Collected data

-- Opening Marker --

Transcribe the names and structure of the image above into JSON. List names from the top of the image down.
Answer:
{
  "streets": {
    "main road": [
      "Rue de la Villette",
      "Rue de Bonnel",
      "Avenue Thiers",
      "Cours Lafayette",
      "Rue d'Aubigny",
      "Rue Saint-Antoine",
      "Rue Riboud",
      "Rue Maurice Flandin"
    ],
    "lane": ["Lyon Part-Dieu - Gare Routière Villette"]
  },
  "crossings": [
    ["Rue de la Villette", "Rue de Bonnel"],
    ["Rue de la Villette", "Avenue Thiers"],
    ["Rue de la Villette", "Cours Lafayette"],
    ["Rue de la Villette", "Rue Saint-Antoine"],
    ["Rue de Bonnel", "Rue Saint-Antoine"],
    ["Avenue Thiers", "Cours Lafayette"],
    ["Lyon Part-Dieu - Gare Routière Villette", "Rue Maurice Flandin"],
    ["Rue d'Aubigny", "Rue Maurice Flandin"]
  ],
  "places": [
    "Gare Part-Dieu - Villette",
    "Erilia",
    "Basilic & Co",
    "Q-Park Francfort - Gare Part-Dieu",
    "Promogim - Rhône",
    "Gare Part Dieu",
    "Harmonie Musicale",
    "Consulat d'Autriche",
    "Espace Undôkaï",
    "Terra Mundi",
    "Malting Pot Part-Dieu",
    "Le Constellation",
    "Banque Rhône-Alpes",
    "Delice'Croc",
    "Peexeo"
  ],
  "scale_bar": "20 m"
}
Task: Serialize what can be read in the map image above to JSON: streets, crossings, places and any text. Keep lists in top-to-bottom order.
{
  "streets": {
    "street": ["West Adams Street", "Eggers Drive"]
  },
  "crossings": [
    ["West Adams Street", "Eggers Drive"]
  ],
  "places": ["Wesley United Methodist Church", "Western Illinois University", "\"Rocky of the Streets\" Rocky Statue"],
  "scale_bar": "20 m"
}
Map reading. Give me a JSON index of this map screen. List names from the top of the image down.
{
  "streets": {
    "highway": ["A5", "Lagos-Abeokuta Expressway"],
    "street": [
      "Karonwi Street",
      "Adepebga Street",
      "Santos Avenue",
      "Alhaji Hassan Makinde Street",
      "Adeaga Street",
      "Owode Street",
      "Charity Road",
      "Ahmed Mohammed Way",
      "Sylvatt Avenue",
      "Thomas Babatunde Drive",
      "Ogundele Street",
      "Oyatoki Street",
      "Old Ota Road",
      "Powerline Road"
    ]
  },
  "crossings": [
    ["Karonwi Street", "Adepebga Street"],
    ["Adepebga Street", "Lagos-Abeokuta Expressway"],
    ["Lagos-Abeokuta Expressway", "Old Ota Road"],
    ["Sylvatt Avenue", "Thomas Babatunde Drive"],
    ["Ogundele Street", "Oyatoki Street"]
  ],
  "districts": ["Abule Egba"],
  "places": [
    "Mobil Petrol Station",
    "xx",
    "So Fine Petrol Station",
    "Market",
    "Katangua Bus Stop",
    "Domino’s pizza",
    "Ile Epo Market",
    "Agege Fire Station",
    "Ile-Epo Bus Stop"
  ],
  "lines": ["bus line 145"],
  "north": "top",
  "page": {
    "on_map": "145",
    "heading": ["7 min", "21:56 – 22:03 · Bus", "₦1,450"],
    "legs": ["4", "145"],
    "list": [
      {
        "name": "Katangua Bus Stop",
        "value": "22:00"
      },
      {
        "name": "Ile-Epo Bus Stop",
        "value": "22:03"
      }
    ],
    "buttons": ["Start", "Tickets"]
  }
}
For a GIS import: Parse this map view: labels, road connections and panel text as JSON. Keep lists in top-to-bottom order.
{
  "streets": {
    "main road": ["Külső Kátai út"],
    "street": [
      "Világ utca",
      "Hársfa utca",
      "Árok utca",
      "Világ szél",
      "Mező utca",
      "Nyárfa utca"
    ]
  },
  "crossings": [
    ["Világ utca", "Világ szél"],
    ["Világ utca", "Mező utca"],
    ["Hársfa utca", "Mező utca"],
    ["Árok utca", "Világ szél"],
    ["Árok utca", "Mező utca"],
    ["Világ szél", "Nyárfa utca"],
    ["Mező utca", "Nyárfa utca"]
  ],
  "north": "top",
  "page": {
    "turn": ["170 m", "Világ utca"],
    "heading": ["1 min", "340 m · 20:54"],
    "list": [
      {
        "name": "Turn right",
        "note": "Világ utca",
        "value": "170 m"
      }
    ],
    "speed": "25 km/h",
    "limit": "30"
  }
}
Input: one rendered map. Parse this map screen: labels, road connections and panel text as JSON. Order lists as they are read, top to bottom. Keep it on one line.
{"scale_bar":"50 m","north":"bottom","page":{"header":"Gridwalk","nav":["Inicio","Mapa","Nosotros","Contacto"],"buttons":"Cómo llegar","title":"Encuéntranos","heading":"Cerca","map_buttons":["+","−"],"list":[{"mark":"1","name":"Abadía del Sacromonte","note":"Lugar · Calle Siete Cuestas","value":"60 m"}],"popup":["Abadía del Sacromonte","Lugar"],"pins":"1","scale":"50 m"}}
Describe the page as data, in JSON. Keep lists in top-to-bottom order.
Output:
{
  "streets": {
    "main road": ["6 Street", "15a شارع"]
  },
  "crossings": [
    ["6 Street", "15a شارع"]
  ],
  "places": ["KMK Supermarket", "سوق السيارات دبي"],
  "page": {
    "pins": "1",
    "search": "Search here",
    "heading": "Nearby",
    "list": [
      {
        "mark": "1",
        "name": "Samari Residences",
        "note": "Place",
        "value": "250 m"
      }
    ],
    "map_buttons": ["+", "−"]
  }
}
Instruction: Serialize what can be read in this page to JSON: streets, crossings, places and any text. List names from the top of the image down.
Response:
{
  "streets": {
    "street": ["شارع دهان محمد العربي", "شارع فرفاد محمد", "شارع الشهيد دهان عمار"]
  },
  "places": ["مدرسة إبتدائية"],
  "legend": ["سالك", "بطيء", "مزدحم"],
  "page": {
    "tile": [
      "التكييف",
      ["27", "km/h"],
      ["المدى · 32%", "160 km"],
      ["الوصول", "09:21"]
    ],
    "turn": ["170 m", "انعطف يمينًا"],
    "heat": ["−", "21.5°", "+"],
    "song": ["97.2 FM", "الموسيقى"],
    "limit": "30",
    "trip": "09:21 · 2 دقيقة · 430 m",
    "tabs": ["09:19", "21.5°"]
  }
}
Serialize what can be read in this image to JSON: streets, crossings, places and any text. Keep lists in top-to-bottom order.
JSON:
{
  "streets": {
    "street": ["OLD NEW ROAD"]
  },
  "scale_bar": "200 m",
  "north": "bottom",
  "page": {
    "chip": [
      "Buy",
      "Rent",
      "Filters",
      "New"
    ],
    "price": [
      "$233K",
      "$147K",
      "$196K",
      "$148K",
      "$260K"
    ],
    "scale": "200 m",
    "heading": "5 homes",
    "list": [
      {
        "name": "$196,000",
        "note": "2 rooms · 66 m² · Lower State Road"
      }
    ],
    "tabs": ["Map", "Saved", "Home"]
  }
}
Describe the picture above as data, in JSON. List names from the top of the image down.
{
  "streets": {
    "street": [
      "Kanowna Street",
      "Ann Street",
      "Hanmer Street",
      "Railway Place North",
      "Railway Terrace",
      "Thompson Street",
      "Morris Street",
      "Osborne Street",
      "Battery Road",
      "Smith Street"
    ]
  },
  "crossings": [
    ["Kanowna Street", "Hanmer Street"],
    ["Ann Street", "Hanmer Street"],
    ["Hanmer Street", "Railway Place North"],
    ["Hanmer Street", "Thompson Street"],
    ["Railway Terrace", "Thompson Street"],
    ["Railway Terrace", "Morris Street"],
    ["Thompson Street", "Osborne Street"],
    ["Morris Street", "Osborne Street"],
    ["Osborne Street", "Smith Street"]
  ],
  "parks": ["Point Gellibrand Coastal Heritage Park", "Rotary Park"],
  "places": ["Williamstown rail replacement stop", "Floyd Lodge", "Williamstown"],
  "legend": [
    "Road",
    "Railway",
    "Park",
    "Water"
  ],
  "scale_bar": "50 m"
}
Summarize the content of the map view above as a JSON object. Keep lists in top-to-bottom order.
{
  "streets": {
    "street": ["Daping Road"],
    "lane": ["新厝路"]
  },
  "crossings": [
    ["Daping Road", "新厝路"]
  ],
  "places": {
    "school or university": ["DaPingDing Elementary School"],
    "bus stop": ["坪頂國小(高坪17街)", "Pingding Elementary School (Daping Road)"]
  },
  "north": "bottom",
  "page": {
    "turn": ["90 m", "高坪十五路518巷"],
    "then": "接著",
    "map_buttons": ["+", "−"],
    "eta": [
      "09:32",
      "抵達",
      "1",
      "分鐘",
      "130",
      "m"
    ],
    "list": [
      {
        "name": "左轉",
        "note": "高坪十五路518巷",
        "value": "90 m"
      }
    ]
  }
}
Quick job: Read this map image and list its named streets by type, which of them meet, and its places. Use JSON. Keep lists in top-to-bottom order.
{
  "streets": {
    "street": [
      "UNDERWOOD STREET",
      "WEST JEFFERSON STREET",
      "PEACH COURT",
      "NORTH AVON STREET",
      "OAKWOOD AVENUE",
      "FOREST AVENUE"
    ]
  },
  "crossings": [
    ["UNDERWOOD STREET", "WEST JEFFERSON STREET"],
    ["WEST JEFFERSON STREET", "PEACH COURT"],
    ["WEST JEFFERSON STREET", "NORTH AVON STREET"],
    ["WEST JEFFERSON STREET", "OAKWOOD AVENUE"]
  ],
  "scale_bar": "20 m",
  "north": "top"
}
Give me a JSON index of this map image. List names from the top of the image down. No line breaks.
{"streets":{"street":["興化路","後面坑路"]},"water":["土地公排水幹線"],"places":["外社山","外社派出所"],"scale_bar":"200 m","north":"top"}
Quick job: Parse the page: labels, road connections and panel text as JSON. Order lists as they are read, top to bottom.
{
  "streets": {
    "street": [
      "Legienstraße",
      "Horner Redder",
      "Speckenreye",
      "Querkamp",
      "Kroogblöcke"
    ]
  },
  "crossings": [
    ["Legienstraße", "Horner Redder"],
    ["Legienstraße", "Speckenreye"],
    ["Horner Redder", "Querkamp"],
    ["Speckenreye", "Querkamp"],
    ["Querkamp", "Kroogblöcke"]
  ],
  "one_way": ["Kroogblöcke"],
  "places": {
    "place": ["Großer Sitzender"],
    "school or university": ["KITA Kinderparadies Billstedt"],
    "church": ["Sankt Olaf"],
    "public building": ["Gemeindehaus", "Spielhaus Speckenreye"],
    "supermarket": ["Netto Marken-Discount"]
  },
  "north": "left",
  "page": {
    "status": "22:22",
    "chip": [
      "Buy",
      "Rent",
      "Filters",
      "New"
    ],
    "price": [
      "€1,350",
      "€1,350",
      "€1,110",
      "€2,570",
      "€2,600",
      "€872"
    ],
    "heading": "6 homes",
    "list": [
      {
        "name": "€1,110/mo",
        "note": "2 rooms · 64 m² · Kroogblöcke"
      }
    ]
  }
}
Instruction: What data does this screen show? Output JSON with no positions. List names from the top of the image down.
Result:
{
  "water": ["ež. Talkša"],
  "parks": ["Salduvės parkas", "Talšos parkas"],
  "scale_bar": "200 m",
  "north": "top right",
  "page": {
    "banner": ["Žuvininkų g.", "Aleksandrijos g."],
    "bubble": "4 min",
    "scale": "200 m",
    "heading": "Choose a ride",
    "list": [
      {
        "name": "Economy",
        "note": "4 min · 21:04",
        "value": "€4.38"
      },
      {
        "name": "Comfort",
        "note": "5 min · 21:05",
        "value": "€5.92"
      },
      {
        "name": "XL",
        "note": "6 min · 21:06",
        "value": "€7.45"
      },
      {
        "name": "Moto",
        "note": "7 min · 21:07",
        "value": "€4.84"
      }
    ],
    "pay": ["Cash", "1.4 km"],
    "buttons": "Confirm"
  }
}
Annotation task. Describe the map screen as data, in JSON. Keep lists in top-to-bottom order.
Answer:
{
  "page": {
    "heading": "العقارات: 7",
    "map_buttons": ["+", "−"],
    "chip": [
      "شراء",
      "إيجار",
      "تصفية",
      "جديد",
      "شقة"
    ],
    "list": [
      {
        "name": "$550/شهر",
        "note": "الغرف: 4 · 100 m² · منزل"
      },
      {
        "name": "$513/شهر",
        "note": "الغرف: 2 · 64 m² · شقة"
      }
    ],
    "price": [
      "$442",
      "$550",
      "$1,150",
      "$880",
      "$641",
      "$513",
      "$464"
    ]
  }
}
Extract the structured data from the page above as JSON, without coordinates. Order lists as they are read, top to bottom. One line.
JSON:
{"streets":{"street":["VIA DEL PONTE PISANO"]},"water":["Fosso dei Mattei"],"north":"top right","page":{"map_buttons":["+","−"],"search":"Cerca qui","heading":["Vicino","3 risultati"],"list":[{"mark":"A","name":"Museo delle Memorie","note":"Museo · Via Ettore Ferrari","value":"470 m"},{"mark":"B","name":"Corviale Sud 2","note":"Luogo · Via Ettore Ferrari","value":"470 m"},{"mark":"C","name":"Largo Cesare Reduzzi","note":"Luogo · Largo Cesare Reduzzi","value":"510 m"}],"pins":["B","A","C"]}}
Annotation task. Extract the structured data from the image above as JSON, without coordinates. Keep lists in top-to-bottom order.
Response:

-- Closing Marker --

• Exercise instructions: Once you find the line with "Instruction: What data" above, print it and every line after it up to and including the line with "Extract the structured data from the page", exactly as written and nothing else.

• Problem solution:
Instruction: What data does this screen show? Output JSON with no positions. List names from the top of the image down.
Result:
{
  "water": ["ež. Talkša"],
  "parks": ["Salduvės parkas", "Talšos parkas"],
  "scale_bar": "200 m",
  "north": "top right",
  "page": {
    "banner": ["Žuvininkų g.", "Aleksandrijos g."],
    "bubble": "4 min",
    "scale": "200 m",
    "heading": "Choose a ride",
    "list": [
      {
        "name": "Economy",
        "note": "4 min · 21:04",
        "value": "€4.38"
      },
      {
        "name": "Comfort",
        "note": "5 min · 21:05",
        "value": "€5.92"
      },
      {
        "name": "XL",
        "note": "6 min · 21:06",
        "value": "€7.45"
      },
      {
        "name": "Moto",
        "note": "7 min · 21:07",
        "value": "€4.84"
      }
    ],
    "pay": ["Cash", "1.4 km"],
    "buttons": "Confirm"
  }
}
Annotation task. Describe the map screen as data, in JSON. Keep lists in top-to-bottom order.
Answer:
{
  "page": {
    "heading": "العقارات: 7",
    "map_buttons": ["+", "−"],
    "chip": [
      "شراء",
      "إيجار",
      "تصفية",
      "جديد",
      "شقة"
    ],
    "list": [
      {
        "name": "$550/شهر",
        "note": "الغرف: 4 · 100 m² · منزل"
      },
      {
        "name": "$513/شهر",
        "note": "الغرف: 2 · 64 m² · شقة"
      }
    ],
    "price": [
      "$442",
      "$550",
      "$1,150",
      "$880",
      "$641",
      "$513",
      "$464"
    ]
  }
}
Extract the structured data from the page above as JSON, without coordinates. Order lists as they are read, top to bottom. One line.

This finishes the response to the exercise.